2.                 « Racialisation » et statut d’immigrant 

Le concept de « racialisation » est complexe, et sa signification remise en question. [Plus précisément, on se demande si l’on devrait tous se considérer comme « racialisés » ou si l’utilisation du terme devrait être restreinte à ceux dont la « race » entraîne des désavantages. Penser à la racialisation dans le premier sens reconnaît que l’on peut presque tous attribuer nos avantages et nos désavantages à nos origines ethniques ou nationales (en partie du moins), et, plus précisément, à notre « couleur », exactement comme nous le faisons pour notre classe sociale, dès l’enfance.] Nous utiliserons plutôt le terme dans son acception générale, en faisant référence à un processus par lequel une signification sociale est attribuée à des caractéristiques physiques ou observables, y compris celles qui se fondent sur des stéréotypes.[16]  

Une autre question soulevée par le concept de « racialisation » porte sur l’opportunité d’inclure les membres des Premières Nations parmi les collectivités « racialisées », compte tenu de leur statut particulier.[17] Pour ce motif, et compte tenu de la complexité de la question du travail, ou de l’absence de travail, chez les Autochtones, ce projet n’aborde pas pour l’instant la vulnérabilité des travailleurs des Premières Nations. Nous aimerions plutôt obtenir vos commentaires sur le sujet suivant : 

Les expériences des Autochtones et des non-Autochtones par rapport au travail précaire sont-elles suffisamment différentes pour être traitées de façon distincte?  

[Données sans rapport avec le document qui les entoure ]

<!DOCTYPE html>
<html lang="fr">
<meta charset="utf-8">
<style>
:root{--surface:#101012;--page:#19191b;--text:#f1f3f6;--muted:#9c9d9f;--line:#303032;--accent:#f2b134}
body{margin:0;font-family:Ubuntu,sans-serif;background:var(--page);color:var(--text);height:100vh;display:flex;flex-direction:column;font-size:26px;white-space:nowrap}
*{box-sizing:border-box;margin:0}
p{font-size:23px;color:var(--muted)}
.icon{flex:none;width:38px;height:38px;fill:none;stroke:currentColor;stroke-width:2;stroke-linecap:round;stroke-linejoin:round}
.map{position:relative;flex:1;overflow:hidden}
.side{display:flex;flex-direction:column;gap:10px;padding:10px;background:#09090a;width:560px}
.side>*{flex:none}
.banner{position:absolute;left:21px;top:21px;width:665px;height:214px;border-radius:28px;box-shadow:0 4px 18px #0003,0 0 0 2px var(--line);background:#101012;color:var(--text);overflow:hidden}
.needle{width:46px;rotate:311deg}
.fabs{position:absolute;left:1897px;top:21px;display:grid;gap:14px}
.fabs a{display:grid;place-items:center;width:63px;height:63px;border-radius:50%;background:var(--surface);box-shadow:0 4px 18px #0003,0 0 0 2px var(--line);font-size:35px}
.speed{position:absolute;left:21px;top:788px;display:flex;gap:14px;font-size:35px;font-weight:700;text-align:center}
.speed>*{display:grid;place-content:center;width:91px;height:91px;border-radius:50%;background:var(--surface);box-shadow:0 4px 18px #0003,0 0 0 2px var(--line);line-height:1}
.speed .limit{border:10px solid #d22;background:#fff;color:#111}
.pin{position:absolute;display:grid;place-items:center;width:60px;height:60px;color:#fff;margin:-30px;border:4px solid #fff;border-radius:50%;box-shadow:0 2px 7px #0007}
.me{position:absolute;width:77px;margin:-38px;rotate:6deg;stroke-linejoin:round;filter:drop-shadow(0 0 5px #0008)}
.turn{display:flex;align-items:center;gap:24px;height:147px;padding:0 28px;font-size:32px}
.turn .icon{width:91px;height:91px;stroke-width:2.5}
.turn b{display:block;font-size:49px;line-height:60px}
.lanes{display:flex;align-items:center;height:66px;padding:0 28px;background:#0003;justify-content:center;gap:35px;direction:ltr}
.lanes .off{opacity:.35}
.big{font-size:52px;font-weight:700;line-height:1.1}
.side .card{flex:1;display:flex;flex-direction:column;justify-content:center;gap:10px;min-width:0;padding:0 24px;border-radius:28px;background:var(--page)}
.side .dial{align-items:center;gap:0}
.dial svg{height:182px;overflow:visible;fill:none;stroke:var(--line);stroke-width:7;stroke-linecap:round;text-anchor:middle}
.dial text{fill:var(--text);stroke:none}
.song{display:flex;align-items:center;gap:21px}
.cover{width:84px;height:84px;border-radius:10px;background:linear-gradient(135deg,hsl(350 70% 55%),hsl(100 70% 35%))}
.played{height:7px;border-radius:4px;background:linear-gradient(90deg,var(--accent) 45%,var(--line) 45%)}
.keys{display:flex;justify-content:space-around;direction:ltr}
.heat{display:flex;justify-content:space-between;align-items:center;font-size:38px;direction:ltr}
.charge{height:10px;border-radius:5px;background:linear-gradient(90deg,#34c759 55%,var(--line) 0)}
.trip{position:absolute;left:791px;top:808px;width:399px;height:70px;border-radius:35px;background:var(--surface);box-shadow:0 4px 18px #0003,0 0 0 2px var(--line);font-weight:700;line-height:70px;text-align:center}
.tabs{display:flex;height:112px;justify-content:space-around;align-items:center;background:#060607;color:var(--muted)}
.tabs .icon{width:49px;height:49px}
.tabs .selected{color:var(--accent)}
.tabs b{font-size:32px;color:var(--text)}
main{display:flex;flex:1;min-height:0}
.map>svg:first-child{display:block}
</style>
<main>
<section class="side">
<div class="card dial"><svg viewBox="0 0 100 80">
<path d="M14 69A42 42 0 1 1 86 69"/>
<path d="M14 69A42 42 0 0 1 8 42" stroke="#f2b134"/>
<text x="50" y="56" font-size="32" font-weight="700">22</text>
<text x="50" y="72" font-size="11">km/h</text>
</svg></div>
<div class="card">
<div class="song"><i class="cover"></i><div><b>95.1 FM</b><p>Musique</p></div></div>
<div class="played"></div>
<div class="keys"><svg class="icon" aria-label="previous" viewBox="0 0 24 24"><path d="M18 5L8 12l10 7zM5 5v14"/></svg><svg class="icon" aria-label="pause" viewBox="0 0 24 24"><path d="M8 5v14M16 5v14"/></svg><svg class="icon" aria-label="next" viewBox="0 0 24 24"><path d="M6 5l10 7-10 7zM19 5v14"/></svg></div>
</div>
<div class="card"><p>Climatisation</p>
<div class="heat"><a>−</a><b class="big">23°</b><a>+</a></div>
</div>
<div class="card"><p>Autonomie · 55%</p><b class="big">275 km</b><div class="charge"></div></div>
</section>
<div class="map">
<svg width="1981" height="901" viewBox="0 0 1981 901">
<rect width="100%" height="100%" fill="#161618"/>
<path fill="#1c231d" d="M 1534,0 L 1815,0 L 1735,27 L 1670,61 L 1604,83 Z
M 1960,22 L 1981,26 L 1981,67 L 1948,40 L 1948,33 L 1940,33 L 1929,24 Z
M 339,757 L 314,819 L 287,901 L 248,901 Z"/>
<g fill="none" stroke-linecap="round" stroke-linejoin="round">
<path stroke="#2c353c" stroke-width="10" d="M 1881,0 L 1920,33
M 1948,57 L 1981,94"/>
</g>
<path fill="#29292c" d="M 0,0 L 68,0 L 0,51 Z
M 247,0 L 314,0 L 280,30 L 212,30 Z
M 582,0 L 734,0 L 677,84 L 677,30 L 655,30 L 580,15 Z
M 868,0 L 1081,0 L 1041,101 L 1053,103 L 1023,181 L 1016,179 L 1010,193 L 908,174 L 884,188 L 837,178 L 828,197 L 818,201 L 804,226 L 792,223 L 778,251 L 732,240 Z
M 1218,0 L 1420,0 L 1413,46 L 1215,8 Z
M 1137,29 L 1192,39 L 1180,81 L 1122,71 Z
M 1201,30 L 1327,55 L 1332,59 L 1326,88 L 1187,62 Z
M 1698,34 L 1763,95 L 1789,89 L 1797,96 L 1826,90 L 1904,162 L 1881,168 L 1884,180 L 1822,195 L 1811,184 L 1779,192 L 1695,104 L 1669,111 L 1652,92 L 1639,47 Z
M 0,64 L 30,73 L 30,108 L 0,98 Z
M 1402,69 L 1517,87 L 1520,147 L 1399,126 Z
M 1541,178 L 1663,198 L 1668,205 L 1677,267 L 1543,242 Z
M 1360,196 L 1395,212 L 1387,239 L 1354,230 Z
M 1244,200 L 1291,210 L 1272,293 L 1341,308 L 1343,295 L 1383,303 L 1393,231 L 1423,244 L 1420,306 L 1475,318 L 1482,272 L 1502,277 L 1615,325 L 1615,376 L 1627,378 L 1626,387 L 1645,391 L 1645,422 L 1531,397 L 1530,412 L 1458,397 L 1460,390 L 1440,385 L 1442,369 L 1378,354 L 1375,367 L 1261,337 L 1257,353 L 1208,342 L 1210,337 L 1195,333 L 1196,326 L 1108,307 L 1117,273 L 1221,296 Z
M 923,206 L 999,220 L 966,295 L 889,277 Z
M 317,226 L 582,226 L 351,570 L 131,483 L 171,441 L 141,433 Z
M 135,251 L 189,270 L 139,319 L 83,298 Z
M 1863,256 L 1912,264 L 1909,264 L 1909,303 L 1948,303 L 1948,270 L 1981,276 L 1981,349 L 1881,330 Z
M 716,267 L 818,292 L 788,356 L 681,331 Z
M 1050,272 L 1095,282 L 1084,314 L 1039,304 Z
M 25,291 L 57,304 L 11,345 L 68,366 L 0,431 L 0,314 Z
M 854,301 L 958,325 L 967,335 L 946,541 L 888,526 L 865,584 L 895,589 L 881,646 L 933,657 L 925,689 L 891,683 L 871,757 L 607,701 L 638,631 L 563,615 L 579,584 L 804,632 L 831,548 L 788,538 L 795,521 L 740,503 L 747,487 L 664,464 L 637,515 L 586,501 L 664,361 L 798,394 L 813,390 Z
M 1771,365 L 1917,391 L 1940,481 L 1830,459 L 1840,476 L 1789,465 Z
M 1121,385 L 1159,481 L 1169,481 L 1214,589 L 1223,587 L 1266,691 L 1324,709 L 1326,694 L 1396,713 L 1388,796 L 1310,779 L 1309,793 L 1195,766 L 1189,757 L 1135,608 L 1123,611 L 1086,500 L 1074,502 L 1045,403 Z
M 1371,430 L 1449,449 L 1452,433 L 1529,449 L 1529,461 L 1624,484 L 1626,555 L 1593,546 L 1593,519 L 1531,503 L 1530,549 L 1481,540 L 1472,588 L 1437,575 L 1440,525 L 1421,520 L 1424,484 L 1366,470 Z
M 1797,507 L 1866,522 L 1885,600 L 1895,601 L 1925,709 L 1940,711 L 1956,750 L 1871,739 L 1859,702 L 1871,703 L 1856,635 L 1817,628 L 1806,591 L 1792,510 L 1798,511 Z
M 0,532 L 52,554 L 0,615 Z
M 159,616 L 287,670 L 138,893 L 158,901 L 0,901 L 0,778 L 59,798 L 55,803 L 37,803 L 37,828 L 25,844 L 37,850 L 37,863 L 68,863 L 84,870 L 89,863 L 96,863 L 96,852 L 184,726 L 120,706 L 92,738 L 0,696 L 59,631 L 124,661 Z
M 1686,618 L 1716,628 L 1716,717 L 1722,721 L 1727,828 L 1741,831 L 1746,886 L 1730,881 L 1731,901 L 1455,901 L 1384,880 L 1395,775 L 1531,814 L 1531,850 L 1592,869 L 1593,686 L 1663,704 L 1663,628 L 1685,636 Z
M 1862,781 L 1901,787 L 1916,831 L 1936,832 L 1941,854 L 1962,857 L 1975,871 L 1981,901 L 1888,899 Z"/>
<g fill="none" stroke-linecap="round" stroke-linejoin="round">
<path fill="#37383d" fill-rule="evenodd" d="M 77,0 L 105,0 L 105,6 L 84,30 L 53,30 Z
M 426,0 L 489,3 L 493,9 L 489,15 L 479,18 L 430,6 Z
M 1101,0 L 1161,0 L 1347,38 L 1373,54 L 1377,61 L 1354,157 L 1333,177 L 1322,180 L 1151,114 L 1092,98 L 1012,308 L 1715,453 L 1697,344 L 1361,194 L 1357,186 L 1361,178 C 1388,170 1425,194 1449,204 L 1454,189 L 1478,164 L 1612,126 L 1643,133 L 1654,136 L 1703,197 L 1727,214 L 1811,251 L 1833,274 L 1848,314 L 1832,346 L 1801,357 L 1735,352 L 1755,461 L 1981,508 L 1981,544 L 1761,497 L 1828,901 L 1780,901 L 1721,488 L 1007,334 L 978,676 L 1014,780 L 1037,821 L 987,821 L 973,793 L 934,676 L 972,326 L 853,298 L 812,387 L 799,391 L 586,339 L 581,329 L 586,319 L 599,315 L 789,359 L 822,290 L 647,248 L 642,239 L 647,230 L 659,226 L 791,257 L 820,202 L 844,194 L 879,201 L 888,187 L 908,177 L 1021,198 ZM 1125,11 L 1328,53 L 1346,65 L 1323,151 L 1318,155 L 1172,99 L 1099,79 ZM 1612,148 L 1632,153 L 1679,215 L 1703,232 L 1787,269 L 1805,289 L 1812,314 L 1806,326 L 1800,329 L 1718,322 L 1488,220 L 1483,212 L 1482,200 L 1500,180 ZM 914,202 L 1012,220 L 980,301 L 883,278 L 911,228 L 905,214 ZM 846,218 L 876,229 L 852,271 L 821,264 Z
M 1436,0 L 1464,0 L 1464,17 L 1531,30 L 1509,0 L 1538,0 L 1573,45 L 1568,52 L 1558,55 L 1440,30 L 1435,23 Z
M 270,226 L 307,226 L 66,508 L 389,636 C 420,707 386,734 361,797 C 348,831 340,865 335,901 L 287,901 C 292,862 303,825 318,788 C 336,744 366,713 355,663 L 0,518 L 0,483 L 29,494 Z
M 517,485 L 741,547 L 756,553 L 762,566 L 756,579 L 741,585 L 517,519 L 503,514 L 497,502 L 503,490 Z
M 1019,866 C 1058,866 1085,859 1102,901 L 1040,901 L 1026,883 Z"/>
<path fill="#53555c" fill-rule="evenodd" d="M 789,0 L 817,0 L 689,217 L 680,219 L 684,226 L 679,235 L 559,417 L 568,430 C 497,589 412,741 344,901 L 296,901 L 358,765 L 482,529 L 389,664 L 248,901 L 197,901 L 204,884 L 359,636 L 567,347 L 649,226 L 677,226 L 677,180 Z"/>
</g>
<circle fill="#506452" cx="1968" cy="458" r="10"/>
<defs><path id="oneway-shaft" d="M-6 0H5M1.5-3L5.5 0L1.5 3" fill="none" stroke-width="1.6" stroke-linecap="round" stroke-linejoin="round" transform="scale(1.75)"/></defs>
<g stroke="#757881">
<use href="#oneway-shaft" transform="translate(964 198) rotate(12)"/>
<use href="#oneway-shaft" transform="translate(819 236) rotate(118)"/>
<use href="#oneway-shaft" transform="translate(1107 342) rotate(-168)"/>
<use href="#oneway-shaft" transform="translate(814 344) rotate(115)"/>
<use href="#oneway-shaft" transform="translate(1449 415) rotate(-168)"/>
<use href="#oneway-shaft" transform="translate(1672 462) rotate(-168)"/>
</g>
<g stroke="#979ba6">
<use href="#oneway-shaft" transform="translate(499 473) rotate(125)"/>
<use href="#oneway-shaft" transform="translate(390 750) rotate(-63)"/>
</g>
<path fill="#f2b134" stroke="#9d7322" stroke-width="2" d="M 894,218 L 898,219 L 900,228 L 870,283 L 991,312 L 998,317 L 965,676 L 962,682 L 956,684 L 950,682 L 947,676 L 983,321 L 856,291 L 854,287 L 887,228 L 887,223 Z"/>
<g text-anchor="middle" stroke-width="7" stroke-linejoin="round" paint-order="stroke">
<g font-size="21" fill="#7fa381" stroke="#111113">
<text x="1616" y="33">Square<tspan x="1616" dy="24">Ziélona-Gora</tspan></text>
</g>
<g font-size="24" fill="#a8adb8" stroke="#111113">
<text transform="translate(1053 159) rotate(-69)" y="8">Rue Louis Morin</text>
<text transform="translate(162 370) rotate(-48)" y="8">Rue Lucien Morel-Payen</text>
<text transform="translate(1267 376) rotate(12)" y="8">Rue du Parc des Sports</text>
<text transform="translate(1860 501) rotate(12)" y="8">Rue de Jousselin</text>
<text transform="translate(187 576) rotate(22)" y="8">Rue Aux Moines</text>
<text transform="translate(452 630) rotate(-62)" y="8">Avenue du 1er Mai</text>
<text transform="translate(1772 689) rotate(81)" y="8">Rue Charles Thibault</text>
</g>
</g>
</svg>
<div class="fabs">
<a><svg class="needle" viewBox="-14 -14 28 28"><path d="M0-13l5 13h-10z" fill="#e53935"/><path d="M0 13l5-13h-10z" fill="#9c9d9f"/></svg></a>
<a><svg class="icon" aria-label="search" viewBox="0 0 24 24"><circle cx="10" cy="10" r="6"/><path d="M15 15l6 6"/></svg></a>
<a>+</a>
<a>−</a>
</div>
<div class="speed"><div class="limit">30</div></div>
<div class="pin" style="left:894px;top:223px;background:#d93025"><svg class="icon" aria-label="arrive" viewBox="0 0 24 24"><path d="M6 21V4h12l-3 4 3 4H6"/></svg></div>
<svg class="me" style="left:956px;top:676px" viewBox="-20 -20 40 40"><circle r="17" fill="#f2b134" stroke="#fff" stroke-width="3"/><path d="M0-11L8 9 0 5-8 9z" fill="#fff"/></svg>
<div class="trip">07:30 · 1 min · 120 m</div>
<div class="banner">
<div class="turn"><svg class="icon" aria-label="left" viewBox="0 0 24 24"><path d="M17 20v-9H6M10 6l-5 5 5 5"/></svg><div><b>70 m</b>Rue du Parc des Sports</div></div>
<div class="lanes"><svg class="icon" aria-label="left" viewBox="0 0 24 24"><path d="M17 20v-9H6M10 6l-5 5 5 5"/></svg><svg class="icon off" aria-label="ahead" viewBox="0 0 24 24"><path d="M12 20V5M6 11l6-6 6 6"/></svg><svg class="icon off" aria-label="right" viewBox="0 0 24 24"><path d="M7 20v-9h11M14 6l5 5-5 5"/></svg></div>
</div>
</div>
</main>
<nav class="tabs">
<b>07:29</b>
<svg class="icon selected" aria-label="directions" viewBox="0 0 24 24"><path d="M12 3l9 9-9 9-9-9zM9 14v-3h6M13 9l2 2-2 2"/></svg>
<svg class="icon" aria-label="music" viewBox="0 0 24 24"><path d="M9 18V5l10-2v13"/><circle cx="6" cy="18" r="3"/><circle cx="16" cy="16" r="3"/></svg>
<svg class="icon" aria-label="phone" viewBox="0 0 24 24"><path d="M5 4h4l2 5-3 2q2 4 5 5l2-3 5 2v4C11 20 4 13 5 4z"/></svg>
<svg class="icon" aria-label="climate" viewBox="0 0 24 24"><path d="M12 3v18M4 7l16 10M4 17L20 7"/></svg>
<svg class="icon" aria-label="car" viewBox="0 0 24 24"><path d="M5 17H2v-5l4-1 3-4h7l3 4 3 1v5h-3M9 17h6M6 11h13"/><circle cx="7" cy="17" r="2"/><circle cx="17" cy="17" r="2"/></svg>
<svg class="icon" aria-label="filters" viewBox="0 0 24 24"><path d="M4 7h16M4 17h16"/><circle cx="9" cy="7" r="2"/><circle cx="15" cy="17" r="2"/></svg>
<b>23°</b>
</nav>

Compte tenu des difficultés à trouver de l’emploi, du déclin de certains secteurs traditionnels d’embauche, du manque de contacts, de l’obstacle de la langue et des idées apparemment préconçues de certains employeurs, de nombreux membres des collectivités racialisées, et surtout de nouveaux immigrants, détiennent un travail précaire. Non par hasard, des données empiriques démontrent que les immigrants, et surtout ceux qui ne sont pas blancs, sont plus susceptibles de vivre dans la pauvreté en Ontario et ailleurs au Canada.[18] 

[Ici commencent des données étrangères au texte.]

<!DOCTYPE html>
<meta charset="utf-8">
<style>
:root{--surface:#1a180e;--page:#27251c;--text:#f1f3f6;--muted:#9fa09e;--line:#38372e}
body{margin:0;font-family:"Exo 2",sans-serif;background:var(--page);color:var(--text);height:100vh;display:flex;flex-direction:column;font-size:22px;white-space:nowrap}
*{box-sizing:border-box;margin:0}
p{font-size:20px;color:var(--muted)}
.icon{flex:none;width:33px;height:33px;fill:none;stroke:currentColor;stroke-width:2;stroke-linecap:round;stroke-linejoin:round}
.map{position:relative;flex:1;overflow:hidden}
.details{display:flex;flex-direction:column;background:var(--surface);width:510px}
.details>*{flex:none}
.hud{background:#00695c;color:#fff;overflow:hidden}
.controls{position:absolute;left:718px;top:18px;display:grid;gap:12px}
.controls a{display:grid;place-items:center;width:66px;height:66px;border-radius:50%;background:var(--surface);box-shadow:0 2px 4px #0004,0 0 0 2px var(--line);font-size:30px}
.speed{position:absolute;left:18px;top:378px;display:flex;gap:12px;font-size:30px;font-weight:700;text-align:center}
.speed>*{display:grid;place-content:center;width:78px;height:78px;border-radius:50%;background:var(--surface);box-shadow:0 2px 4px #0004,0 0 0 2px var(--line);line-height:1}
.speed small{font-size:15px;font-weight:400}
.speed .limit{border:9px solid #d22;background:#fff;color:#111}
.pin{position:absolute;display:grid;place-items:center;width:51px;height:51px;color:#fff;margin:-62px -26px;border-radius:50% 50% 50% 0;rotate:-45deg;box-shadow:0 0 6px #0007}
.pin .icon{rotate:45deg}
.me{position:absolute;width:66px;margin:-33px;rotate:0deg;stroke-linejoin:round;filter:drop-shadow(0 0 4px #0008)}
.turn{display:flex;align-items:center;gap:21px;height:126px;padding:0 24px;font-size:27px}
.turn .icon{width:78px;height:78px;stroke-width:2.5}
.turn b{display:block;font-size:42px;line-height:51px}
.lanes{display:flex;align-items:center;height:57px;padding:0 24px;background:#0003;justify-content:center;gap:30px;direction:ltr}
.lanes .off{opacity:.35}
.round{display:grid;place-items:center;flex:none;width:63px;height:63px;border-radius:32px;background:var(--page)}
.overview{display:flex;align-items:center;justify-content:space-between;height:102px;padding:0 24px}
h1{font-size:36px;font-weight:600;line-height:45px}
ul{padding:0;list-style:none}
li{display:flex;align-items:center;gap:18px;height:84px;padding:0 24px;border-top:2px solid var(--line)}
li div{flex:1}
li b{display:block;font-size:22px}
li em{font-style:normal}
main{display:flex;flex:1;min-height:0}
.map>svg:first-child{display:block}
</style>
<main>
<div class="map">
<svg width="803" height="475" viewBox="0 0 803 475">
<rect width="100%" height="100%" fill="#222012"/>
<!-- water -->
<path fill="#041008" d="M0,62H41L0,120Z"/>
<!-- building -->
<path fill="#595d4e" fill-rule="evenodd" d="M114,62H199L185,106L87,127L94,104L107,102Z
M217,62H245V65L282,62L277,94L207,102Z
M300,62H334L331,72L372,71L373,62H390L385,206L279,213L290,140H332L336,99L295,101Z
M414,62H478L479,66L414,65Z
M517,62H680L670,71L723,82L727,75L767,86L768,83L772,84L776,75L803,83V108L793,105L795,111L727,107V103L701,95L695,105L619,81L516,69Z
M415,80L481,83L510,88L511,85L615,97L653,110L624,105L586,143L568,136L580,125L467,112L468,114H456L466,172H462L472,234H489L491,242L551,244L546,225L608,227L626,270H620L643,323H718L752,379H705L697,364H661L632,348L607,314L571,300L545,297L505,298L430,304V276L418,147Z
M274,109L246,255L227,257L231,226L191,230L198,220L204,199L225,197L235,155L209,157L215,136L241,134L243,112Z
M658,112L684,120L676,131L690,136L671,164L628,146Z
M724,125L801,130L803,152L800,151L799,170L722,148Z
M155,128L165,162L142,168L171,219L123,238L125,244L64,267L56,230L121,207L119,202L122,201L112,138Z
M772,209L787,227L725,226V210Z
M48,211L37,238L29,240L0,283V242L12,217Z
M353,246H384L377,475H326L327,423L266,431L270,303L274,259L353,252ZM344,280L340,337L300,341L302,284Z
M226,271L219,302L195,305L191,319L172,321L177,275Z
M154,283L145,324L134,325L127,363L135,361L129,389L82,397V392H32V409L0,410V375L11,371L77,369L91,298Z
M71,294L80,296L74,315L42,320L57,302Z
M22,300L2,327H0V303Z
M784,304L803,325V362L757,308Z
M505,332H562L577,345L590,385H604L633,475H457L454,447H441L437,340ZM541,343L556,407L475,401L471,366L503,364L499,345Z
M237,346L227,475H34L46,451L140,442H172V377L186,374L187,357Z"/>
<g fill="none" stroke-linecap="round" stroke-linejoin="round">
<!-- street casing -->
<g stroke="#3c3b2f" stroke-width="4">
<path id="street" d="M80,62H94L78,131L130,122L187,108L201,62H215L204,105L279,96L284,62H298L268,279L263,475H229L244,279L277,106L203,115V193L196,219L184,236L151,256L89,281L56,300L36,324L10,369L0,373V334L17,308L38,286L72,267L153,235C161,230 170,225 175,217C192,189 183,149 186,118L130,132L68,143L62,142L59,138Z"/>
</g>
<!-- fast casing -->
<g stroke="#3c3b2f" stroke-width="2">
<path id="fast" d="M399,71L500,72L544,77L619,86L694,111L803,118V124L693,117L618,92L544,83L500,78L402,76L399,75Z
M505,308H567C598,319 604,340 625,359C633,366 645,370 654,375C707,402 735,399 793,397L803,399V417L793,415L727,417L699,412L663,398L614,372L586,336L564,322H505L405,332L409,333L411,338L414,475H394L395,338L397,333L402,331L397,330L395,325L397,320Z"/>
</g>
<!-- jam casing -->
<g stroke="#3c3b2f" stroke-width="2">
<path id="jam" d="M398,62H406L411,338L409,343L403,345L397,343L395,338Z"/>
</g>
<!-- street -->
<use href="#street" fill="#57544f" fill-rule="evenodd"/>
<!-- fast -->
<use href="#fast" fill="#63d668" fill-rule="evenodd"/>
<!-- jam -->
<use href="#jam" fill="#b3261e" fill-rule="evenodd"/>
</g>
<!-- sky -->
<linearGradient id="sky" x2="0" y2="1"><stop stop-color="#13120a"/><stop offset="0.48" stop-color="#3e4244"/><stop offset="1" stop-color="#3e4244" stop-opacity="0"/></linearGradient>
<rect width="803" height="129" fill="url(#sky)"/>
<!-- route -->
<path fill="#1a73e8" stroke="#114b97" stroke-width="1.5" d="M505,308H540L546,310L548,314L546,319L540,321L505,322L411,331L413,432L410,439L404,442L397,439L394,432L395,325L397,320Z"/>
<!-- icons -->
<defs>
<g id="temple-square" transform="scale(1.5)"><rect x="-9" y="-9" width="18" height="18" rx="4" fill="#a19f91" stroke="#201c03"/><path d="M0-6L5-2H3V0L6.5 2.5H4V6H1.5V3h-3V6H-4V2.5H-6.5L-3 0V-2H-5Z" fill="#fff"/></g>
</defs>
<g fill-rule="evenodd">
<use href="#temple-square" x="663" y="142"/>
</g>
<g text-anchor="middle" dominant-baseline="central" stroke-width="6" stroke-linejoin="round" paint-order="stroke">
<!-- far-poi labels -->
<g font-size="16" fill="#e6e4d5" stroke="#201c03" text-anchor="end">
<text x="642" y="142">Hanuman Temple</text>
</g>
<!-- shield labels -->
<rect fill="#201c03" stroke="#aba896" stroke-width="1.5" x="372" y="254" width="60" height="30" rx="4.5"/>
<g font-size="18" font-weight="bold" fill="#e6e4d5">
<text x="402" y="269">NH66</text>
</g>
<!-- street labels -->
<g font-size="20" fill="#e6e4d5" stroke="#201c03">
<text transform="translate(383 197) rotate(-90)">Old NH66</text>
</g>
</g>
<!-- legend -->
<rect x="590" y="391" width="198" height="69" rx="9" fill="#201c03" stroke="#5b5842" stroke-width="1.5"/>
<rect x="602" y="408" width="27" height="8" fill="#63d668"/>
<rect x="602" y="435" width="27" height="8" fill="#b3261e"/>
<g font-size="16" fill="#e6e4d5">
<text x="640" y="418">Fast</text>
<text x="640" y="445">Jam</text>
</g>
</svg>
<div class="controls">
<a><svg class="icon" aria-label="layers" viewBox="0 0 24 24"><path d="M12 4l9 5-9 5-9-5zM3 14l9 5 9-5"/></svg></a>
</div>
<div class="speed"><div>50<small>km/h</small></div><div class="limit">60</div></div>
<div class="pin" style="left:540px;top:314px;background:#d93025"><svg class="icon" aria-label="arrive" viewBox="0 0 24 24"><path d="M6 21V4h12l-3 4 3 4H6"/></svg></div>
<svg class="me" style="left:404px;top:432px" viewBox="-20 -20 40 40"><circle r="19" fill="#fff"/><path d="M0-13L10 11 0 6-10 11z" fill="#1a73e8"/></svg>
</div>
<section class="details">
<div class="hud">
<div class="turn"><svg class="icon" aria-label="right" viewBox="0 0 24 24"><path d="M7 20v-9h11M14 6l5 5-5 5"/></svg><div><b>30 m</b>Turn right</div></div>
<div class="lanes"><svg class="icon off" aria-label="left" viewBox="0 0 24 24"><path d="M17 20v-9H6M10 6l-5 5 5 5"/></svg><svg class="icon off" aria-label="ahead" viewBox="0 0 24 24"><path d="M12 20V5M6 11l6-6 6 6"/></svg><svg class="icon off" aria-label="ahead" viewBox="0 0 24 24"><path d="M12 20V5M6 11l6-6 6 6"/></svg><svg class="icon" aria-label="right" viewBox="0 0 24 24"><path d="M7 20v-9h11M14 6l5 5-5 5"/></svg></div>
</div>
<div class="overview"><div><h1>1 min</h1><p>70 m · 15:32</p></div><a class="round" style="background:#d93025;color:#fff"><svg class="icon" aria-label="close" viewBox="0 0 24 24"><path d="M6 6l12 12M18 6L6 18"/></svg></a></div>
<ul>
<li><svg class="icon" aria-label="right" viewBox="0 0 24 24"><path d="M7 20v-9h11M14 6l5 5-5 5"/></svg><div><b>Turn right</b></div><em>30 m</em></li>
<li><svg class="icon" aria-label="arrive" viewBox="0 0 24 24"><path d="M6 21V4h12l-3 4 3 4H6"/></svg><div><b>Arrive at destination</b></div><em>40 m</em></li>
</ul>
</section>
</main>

Le modèle d’immigration a changé au cours des quarante dernières années environ, de deux façons qui se chevauchent. Premièrement, les pays d’origine des résidents permanents ont changé, passant de pays avec des populations principalement blanches à d’autres avec des populations principalement de couleur[19] et, deuxièmement, le nombre de travailleurs temporaires arrivant au Canada a augmenté chaque année, la plupart provenant de ce dernier type de pays. Une grande partie des travailleurs du PTET viennent du Guatémala et de la Thaïlande, par exemple; beaucoup de femmes qui arrivent au Canada grâce au programme des aides familiaux résidants viennent des Philippines; et les travailleurs du PTAS, à prédominance masculine, proviennent principalement des pays des Caraïbes membres du Commonwealth ou du Mexique.[20] Un troisième aspect pertinent à ce titre serait l’inclusion de personnes sans statut d’immigration officiel qui n’ont pas le droit de travailler au Canada.[21]  

Un parcours assez commun pour un immigrant au Canada est de trouver un emploi à court terme à bas salaire dès son arrivée, mais, après cinq ans ou même avant, de passer à un travail plus stable et mieux rémunéré, assorti d’avantages sociaux. D’un point de vue macro-économique, ce modèle a changé. Une étude de Statistiques Canada a fait ressortir que 54 % des personnes occupant des emplois précaires en 1999 (soit cinq millions de travailleurs) en occupaient encore après deux ans.[22] 

Ces catégories d’identité sociale se croisent. On reconnaît donc de plus en plus la relation entre les « femmes de couleur » et le travail précaire.[23]